A single number is the answer here: how many lines of the entries contain "font"?

******************************

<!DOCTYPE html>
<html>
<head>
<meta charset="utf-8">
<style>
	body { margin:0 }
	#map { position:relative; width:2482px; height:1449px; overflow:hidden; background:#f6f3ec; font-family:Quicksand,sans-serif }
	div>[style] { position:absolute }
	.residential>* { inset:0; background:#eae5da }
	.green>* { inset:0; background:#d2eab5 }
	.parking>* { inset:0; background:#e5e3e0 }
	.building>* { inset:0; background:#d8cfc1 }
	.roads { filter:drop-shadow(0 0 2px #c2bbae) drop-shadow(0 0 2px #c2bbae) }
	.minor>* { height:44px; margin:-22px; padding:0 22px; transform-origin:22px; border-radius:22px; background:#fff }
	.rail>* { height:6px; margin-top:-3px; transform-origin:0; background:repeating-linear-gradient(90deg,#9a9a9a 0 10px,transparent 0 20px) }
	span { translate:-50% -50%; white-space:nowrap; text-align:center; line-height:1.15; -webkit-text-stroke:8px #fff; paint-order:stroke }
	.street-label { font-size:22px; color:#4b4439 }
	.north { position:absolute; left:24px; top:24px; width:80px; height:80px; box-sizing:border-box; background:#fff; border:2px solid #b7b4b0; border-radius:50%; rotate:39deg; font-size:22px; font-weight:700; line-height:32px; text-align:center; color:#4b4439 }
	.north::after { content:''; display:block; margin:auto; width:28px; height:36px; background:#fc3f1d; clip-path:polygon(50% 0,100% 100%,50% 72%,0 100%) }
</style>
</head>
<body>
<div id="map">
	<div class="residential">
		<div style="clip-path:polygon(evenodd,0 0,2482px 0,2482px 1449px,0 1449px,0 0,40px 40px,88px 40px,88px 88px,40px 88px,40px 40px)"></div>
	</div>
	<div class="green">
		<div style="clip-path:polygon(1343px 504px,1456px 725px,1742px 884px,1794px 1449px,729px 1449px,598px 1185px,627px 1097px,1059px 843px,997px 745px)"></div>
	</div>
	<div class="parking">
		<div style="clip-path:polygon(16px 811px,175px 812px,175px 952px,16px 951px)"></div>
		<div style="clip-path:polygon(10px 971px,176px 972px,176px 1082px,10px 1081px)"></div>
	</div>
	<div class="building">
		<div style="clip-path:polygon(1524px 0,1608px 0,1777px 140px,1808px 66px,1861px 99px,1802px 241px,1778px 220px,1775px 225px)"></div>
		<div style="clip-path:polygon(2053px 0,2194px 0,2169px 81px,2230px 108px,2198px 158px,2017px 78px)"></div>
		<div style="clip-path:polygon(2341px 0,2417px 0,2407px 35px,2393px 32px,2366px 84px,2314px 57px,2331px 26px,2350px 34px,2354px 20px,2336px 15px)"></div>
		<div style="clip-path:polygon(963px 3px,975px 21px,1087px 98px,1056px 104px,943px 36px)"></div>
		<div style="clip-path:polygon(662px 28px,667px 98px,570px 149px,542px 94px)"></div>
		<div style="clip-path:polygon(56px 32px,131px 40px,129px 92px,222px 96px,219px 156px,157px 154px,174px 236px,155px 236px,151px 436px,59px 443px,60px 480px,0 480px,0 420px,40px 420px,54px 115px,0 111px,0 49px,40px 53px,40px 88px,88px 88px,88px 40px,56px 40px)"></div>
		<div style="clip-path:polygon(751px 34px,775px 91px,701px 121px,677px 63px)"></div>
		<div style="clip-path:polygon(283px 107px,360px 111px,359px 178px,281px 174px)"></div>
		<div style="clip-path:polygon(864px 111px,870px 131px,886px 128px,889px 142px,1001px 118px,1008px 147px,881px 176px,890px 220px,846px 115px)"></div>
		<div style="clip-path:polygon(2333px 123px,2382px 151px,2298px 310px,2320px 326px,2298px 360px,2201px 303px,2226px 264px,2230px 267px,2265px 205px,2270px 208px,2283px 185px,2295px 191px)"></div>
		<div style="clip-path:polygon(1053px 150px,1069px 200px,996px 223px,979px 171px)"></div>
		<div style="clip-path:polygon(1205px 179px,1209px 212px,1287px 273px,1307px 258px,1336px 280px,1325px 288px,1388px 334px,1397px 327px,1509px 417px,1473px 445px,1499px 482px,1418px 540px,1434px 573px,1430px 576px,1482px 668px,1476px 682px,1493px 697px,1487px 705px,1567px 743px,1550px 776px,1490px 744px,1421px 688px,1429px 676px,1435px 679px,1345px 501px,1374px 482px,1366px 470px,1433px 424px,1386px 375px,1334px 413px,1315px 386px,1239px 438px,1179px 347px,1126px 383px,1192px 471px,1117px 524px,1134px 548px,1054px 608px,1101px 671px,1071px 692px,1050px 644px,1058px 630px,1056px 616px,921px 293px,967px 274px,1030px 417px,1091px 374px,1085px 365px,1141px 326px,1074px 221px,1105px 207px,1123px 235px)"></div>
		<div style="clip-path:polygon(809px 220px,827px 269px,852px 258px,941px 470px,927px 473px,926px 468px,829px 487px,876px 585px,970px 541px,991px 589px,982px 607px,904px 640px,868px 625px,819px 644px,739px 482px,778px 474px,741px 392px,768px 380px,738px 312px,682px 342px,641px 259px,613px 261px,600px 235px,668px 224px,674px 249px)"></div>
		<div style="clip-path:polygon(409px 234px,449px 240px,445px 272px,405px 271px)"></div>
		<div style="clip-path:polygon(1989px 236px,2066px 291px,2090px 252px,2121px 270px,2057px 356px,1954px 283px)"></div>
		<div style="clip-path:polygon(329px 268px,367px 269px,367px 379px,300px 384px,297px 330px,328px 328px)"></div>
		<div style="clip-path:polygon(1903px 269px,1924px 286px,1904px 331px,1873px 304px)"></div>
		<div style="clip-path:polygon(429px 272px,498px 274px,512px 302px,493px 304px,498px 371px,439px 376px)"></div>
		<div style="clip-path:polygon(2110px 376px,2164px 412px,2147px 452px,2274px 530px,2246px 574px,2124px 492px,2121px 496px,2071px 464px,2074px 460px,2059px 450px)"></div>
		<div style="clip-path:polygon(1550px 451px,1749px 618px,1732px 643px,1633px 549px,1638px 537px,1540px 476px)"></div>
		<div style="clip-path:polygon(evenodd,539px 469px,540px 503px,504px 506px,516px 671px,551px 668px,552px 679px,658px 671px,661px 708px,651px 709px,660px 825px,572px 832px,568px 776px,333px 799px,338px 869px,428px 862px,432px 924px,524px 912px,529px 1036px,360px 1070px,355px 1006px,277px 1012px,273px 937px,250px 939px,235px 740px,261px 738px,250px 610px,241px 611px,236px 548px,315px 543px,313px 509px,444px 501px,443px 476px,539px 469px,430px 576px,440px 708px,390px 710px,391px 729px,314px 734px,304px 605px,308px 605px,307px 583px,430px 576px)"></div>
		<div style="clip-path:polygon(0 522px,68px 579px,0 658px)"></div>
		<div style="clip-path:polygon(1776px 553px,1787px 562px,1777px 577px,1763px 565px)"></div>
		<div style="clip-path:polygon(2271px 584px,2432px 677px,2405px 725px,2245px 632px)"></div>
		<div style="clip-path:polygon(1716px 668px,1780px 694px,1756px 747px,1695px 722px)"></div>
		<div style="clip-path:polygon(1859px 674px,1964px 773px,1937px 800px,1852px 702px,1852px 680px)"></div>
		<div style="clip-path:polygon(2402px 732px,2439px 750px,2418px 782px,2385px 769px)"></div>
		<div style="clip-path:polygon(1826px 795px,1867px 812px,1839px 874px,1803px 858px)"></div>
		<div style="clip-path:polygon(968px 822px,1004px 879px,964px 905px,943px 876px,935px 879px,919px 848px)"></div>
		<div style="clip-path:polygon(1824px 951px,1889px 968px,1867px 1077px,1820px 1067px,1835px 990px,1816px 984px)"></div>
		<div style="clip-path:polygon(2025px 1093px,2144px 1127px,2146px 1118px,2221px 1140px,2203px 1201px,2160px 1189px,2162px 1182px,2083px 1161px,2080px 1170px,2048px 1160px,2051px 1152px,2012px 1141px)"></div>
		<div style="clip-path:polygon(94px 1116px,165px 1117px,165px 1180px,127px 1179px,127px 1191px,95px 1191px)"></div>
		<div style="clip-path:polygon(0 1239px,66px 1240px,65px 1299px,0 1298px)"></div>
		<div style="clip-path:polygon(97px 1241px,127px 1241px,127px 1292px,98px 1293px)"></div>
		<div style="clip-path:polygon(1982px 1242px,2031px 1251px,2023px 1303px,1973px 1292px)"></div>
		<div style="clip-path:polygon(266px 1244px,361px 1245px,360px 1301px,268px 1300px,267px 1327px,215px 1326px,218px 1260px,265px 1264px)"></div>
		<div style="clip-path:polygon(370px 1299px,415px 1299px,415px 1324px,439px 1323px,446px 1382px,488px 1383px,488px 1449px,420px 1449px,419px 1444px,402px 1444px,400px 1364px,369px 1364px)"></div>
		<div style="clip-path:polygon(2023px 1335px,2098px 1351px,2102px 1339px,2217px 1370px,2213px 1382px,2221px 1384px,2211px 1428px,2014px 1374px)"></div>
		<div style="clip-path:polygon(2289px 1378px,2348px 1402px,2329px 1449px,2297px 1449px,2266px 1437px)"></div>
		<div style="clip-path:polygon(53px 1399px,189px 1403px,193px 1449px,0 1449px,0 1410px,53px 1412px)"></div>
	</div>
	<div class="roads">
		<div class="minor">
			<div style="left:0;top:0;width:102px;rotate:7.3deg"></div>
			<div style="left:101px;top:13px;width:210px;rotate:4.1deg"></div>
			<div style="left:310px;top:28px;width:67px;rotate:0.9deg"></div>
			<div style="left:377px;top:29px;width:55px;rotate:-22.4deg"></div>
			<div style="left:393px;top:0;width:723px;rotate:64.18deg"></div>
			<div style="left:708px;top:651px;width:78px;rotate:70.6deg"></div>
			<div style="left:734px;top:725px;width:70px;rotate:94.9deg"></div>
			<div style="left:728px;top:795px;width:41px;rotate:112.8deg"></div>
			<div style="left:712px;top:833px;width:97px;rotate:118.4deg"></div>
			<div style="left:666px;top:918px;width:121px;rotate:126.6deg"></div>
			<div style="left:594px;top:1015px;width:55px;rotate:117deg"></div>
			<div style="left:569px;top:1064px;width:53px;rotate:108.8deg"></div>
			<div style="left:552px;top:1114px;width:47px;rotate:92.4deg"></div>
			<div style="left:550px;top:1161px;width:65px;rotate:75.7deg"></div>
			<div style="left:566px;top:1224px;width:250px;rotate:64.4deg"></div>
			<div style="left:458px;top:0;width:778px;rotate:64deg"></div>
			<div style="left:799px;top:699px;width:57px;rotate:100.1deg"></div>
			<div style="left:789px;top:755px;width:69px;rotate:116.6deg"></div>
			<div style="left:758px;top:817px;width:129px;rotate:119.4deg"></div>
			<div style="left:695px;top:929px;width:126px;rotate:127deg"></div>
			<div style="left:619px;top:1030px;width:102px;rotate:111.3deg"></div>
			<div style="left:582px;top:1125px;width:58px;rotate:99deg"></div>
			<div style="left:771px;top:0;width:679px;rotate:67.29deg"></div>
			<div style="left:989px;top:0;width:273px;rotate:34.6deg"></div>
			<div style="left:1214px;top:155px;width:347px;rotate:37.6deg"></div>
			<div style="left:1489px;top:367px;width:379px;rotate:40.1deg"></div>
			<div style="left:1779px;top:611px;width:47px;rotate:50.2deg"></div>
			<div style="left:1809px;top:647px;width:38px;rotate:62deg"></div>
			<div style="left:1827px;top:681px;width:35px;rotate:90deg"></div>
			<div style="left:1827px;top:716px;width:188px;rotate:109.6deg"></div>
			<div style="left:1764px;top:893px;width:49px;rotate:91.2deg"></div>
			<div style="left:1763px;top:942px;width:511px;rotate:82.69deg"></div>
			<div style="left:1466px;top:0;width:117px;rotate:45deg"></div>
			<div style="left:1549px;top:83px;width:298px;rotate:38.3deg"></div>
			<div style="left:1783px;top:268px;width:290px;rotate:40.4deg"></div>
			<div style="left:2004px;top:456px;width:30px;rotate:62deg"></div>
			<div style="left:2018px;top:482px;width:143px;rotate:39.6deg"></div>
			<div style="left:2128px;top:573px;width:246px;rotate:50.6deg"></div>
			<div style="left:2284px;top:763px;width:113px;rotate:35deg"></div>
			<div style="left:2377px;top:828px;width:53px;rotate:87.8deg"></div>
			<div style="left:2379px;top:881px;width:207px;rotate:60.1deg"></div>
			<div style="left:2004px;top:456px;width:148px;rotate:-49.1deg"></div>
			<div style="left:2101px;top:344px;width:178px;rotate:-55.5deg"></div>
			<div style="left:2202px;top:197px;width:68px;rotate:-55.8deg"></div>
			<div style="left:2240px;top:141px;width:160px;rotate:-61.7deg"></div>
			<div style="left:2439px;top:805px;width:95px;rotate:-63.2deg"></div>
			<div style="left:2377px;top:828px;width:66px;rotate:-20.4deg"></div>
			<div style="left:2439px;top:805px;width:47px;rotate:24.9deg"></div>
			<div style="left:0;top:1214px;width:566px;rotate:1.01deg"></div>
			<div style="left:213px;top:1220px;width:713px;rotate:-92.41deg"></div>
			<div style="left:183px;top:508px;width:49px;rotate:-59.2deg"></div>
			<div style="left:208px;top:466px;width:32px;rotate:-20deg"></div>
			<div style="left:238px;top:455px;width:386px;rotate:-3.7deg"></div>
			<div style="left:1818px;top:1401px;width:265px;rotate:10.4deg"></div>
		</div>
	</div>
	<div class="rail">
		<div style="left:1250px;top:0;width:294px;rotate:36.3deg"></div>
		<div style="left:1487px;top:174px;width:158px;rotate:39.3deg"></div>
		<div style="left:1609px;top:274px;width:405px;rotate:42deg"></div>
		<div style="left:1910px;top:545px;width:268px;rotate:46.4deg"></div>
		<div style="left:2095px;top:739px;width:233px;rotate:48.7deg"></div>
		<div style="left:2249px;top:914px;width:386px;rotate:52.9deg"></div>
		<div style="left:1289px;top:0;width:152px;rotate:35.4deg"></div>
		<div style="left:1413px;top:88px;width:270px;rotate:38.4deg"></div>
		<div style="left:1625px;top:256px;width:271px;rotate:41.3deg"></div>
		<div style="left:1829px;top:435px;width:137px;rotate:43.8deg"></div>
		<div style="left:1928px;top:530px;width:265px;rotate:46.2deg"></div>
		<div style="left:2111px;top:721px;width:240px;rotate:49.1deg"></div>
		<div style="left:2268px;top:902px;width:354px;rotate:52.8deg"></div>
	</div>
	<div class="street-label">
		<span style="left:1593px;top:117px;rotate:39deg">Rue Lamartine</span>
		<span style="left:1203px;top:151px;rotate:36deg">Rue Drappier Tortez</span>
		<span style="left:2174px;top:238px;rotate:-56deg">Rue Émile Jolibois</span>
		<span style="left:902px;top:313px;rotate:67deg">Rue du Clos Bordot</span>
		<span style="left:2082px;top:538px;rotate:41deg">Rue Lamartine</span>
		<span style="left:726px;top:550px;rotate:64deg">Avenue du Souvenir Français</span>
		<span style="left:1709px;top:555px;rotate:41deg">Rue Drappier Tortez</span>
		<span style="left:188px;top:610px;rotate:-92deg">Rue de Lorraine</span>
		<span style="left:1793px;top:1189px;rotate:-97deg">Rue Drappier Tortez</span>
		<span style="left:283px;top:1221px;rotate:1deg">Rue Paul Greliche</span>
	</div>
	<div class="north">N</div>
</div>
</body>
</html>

******************************

Answer space – 3